**Exercise brief:**
Looking through the entries, count each line where the string "position" occurs, and write only the total.

[Opening Supplied material section]

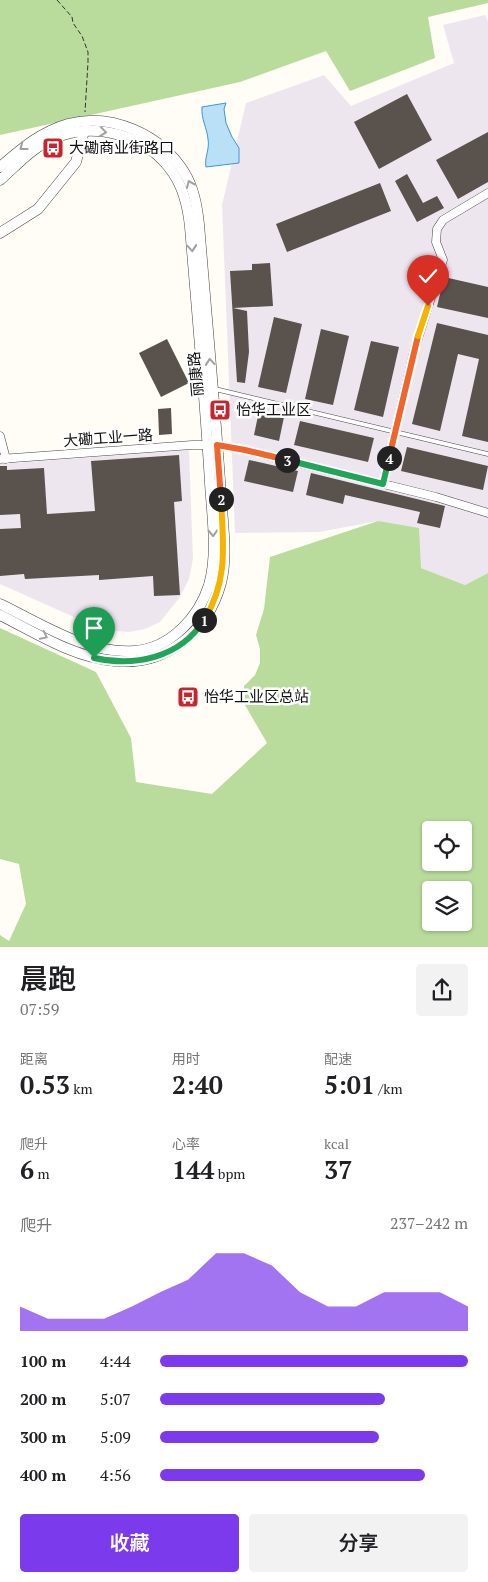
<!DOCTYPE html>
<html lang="zh">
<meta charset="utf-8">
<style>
body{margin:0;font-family:"PT Serif","Noto Sans SC",serif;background:#f2f2f2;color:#202124;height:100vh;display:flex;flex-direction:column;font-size:19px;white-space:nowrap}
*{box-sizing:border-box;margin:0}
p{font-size:16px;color:#757577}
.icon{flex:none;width:28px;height:28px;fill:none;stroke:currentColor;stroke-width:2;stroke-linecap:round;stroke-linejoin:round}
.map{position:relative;height:947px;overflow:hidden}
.panel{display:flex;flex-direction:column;background:#fff;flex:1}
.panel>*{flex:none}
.fabs{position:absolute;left:422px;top:821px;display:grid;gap:10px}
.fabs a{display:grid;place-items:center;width:50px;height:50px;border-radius:5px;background:#fff;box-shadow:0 1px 4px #0004;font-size:25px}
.pin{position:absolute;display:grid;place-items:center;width:42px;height:42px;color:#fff;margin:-51px -21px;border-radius:50% 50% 50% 0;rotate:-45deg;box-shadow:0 0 5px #0007}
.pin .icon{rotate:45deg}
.km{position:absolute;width:25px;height:25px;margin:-12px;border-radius:50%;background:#222;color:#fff;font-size:14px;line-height:25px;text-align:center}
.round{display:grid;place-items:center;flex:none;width:52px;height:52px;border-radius:5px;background:#f2f2f2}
.summary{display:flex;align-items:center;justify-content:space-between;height:85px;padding:0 20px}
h1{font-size:28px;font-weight:600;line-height:38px}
.stats{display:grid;grid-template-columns:repeat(3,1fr);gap:8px;height:85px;padding:5px 20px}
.stats div{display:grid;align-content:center}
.stats b{font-size:25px;font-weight:600}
.stats small{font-size:14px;font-weight:400}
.stats p{font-size:14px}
.chart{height:140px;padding:10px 20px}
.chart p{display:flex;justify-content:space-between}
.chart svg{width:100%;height:90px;margin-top:5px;fill:#7c3aed;opacity:.7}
.button{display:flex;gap:10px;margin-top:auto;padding:10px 20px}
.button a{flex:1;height:58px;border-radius:5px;background:#7c3aed;color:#fff;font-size:20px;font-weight:600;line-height:58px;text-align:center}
.button a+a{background:#f2f2f2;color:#202124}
ul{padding:0 20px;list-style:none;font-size:16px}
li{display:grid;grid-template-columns:80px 60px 1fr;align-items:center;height:38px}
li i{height:12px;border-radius:6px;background:#7c3aed}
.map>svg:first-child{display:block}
</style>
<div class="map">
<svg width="488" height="947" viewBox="0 0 488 947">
<rect width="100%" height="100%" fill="#fffdf5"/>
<g fill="#eee6ef">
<path d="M485 15 488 21V573L465 585 421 568 378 521 319 532 235 533 222 205 246 103 324 75 351 106 454 63 443 25Z"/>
<path d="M189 450 193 559 189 579 180 597 160 622 145 629 129 632 103 630 0 584V464Z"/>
</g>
<g fill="#b9dc9c" fill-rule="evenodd">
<path d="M0 0H488V3L428 17 435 58 350 91 326 51 240 82 0 135Z"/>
<path d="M378 521 419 528 421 568 465 585 488 573V947H0V935L9 941 26 904 19 864 0 859V628L96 672 131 738 136 782 212 794 267 743 245 705 244 686 255 675 260 663V649L256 635 264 609 270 557ZM431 830H464V862H431ZM431 890H464V922H431Z"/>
</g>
<path fill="#b9e0f7" stroke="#3f96cf" d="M226 103 224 109 226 123 232 137 239 148V163L206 167C204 158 210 149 208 139 207 128 201 119 202 107Z"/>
<g fill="#5a524d">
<path d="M407 94 432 140 379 169 354 122Z"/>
<path d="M488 132V182L458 199 436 160Z"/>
<path d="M407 174 423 203 437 196 444 208 417 222 395 181Z"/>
<path d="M380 183 391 211 287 252 276 224Z"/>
<path d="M270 263 273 306 233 308 247 311 249 352 245 383 237 382 230 271 252 270V264Z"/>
<path d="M444 277 488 287V318L437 307Z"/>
<path d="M274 317 302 324 286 393 258 387Z"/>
<path d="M437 323 488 335V442L462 436 479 359 458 354 440 431 412 424Z"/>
<path d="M321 329 349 336 333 405 305 399Z"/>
<path d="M167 339 189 383 161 397 139 353Z"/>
<path d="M371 341 399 347 383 417 354 410Z"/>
<path d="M171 408 172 434 159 435 158 409Z"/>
<path d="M259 411 284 417 279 441 254 435Z"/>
<path d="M300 421 374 438 368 462 294 445Z"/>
<path d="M407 447 488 466 483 490 401 471Z"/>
<path d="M179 455 182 501 174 502 180 595 154 596 153 576 99 580V575L25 579 24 574 0 576V529L21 528 20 514 0 515V466H7V470L44 468 47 514 95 511 91 461Z"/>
<path d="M249 460 298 471 293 492 244 481Z"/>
<path d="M311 473 445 506 440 528 417 523 420 512 345 495 343 504 306 495Z"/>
</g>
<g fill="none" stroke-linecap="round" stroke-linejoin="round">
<g stroke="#444" stroke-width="5">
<path id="service" d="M215 389 488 454"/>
</g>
<g stroke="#444" stroke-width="9">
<g id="minor">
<path d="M0 436 6 459"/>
<path d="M0 459 192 445H217L245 450 436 497 488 513"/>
<path d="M383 484 414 351 443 260 436 242 437 229 443 220 488 193"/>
</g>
</g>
<g stroke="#444" stroke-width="11">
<g id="tertiary">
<path d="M0 167C21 149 40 132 68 124 112 112 161 135 184 172 194 188 197 206 199 224 206 310 214 395 220 481 221 512 229 553 221 583 208 631 167 666 115 661 74 658 36 633 0 615"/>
<path d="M0 180C16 166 31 149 50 140 92 120 147 134 173 173 184 189 188 207 190 227 197 312 205 397 210 483 212 516 218 553 209 585 199 617 170 649 134 651 86 654 42 624 0 604"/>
<path d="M0 233 38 209 76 162 84 131"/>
</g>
</g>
<path stroke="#333" stroke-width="1" stroke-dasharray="5 2.5" stroke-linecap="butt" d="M57 0 72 17 73 23 82 36 88 52V62L85 112"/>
<use href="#service" stroke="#fff" stroke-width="4"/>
<use href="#minor" stroke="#fff" stroke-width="8"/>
<use href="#tertiary" stroke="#fff" stroke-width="10"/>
</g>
<defs><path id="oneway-chevron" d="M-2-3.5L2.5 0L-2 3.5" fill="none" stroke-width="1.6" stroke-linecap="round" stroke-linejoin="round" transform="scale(1.25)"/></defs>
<g stroke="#a0a0a0">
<use href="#oneway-chevron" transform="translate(103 132) rotate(7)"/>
<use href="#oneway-chevron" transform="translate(23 147) rotate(142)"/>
<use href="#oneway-chevron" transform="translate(190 184) rotate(-113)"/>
<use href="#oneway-chevron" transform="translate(192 248) rotate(85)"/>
<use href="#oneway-chevron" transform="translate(210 362) rotate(-95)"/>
<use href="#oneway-chevron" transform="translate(213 533) rotate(87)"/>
<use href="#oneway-chevron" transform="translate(44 636) rotate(26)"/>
</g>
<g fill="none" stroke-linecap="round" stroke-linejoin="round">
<g stroke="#fff" stroke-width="10">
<path id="split-1" d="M94 658C135 667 180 658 204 620"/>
</g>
<g stroke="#fff" stroke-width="10">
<path id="split-2" d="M204 620C229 580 223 543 221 499"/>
</g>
<g stroke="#fff" stroke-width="10">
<path id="split-3" d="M221 499 217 445 245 450 287 460"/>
</g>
<g stroke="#fff" stroke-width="10">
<path id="split-4" d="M287 460 383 484 389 458"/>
</g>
<g stroke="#fff" stroke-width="10">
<path id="split-5" d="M389 458 418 336"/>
</g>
<g stroke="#fff" stroke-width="10">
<path id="split-6" d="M418 336 428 306"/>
</g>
<use href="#split-1" stroke="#22a559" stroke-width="6"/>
<use href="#split-2" stroke="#f5b400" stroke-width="6"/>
<use href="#split-3" stroke="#f0652b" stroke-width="6"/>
<use href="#split-4" stroke="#22a559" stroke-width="6"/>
<use href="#split-5" stroke="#f0652b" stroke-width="6"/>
<use href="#split-6" stroke="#f5b400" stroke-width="6"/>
</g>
<defs>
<g id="bus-square" transform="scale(1.125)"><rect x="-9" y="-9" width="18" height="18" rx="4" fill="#c4262e" stroke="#fff"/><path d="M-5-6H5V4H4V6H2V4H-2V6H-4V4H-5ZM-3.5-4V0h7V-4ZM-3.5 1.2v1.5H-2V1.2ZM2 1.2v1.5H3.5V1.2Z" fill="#fff"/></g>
</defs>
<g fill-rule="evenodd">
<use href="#bus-square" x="53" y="148"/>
<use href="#bus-square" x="220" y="410"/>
<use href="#bus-square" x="188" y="697"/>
</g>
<g text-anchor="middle" stroke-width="5" stroke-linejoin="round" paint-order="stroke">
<g font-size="15" fill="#111" stroke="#fff" text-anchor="start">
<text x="69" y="153">大磡商业街路口</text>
<text x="236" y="415">怡华工业区</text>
<text x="204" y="702">怡华工业区总站</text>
</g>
<g font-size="15" fill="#111" stroke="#fff">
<text transform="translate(196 374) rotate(-95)" y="5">丽康路</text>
<text transform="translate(108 438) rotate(-4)" y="5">大磡工业一路</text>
</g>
</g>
</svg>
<div class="fabs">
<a><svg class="icon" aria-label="locate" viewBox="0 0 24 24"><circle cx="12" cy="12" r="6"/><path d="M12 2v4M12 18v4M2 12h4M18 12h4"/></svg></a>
<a><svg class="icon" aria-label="layers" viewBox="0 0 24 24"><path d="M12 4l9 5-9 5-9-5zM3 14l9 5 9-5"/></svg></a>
</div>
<div class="pin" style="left:94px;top:658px;background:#1e9e55"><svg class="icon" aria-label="arrive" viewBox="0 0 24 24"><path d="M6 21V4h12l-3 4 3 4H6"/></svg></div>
<div class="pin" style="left:428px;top:306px;background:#d93025"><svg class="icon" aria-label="check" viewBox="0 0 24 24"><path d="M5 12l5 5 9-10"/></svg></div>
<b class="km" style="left:204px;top:620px">1</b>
<b class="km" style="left:221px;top:499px">2</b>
<b class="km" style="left:287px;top:460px">3</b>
<b class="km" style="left:389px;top:458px">4</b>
</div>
<section class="panel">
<div class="summary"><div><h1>晨跑</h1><p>07:59</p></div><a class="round"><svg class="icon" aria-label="share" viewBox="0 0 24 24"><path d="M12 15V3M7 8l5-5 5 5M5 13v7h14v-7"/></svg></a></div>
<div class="stats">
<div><p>距离</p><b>0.53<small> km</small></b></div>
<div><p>用时</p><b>2:40</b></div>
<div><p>配速</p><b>5:01<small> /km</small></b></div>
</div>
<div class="stats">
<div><p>爬升</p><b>6<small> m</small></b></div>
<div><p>心率</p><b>144<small> bpm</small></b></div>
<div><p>kcal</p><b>37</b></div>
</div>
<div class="chart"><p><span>爬升</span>237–242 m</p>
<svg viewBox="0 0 160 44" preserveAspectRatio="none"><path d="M0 44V32L10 38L20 38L30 38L40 32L50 25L60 19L70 6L80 6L90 12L100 25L110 32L120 32L130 25L140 25L150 25L160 32V44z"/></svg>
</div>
<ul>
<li><b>100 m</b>4:44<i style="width:100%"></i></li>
<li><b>200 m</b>5:07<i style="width:73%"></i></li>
<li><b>300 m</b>5:09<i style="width:71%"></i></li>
<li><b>400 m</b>4:56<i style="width:86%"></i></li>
</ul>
<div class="button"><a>收藏</a><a>分享</a></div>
</section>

[Closing Supplied material section]

**Task answer:**
4